In many cases, in today's economic climate, the property value is lower than the current UPB.  Because lending institutions are hampered by the number of non-performing loans they have on their books, they are in various modes of motivation, interested in selling these notes to investors to "clean-up" their books and will sell for a discount in many cases, especially when they know that the property value is far below the UPB.  This is an excellent opportunity, but you need to understand the financial institution's level of motivation before placing an offer.  

Ideally, going direct to the source is the best option, but this requires extensive marketing, and relationship building.  Can you afford to do that?  Do you have or will you make the time to develop these relationships?  Regardless, you will need to develop relationships with individuals who can assist you in obtaining lists of non-performing notes in states and cities that you are interested in doing business.  These can be remote, or can be in your own backyard.  The financial institution doesn't care where you live, they only care if you have the cash to close.  You have to care whether you can make money on the deal, so do your homework and understand the market you're going into, the lien position of the note (ideally, first position), the underlying asset current market value, and depending on your exit strategy, understanding the background of the borrowers credit rating.  So make sure that you have your financial backing in place prior to jumping in these waters.

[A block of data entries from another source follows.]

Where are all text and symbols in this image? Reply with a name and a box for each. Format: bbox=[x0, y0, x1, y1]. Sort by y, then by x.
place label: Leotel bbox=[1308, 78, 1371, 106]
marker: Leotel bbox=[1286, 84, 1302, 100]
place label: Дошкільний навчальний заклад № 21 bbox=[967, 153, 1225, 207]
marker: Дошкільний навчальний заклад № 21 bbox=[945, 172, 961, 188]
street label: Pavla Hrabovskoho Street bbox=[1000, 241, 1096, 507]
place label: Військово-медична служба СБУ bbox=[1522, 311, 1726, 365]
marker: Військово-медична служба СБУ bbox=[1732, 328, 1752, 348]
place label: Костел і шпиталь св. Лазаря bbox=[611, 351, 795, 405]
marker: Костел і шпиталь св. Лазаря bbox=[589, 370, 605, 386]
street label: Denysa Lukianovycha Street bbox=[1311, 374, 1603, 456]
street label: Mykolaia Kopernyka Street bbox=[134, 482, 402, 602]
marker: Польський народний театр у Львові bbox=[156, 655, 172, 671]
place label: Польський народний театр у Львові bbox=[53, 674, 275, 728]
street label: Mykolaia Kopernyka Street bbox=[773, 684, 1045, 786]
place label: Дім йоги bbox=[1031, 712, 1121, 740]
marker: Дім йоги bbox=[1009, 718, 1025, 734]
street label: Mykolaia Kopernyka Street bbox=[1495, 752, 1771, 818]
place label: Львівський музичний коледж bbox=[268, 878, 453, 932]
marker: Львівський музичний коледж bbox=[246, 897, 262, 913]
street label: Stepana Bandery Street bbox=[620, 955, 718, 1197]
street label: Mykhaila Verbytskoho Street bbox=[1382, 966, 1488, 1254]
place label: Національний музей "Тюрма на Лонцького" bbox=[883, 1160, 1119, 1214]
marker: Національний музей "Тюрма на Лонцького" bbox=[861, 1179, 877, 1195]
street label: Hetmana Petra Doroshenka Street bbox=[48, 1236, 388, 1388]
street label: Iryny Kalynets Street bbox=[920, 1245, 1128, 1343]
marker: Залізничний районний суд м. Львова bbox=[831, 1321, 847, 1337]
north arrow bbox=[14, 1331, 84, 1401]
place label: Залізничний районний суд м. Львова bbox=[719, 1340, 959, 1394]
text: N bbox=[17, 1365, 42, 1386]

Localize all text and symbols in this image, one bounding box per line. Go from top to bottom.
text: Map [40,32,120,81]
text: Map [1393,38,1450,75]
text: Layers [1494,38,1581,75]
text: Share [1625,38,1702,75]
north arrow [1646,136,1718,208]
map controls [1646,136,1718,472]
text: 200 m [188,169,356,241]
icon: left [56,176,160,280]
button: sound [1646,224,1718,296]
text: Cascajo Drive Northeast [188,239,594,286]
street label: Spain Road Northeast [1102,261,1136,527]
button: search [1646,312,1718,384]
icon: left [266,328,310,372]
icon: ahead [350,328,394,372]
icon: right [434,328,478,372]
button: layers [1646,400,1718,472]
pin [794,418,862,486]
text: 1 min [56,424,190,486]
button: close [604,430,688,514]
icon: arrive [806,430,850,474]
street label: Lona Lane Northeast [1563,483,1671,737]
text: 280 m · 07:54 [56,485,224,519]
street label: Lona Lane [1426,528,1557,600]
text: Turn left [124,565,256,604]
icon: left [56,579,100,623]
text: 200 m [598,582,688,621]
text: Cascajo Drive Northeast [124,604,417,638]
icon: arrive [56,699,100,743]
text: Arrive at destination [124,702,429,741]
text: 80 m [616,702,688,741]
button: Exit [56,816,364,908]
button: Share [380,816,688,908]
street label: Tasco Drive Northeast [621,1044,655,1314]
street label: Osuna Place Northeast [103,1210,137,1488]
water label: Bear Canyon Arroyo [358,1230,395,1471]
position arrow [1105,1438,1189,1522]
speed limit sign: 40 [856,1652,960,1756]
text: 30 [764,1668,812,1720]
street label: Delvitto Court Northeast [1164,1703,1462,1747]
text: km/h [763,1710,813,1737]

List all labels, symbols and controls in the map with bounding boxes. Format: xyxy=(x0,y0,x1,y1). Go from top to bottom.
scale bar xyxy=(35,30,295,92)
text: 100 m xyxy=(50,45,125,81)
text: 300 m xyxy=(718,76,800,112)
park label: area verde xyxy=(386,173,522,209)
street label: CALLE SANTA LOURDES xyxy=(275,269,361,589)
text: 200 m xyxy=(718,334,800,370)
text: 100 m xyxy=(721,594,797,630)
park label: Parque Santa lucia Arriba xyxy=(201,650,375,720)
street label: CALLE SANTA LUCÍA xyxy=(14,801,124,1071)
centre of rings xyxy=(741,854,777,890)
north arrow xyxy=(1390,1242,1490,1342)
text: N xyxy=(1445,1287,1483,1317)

Identifying a good note for you requires as mentioned above, an understanding of your market, the neighborhood, and especially current comparable property value.  Do yourself a big favor and do NOT use BPO's (broker price opinions).  An opinion isn't worth the paper it's not written on. Get real comps based upon criteria YOU input.  Find a great source and use it.  That could mean using proprietary software and/or getting them straight from a broker / agent source that you've developed a relationships with.  It's up to you to make the decision on how to best get this information.

Once you have determined a motivated source for the purchase of non-performing notes, you do your comparable / financial analysis of the underlying asset, you now have an idea of how much the property is worth.  Clearly you want to buy the NPN for well below the property value.  You must know your exit strategy before buying.  How will you dispose of the note once your purchase it?  You have to know that going in, not afterwards.  You have choices of exit strategy.  If the current owner is paying as agreed with the bank but the situation is that their property is worth less than what they currently owe, you can make the note performing by negotiating with the existing property owner to reduce the loan amount to them....for example:

Current UPB:                          $150,000
Current Market Value of Home: $125,000
You buy the note for:             $  50,000

You negotiate with owner to agree to pay say $90,000 on a new note instead of the original $125,000.  Why?  Because this is a win-win....The owner of the property now has a performing loan on their property (as long as they pay as agreed).  You have done them a favor, right?  Yes you have, but you've also helped yourself.  You can then sell this note to another investor for $70,000 for example, and pocket the difference ($70k - $50k (amount you paid originally) = $20k).  You have sold a $90,000 note for $70,000 giving the buyer of your note a $20k equity kicker, plus they can now collect monthly P&I payments (principal and interest).  You win, the property owner wins and the investor who buys the note from you wins. Of course there is more due diligence involved, like understanding the condition of the property, the borrower's credit history etc., but you get the idea. 

This is just one way of exiting the deal.  There are other options that we will discuss at a later date.  There is no such thing as a loss of money, only a transfer of wealth....stand in it's path and collect your share.  Until then....carpe diem!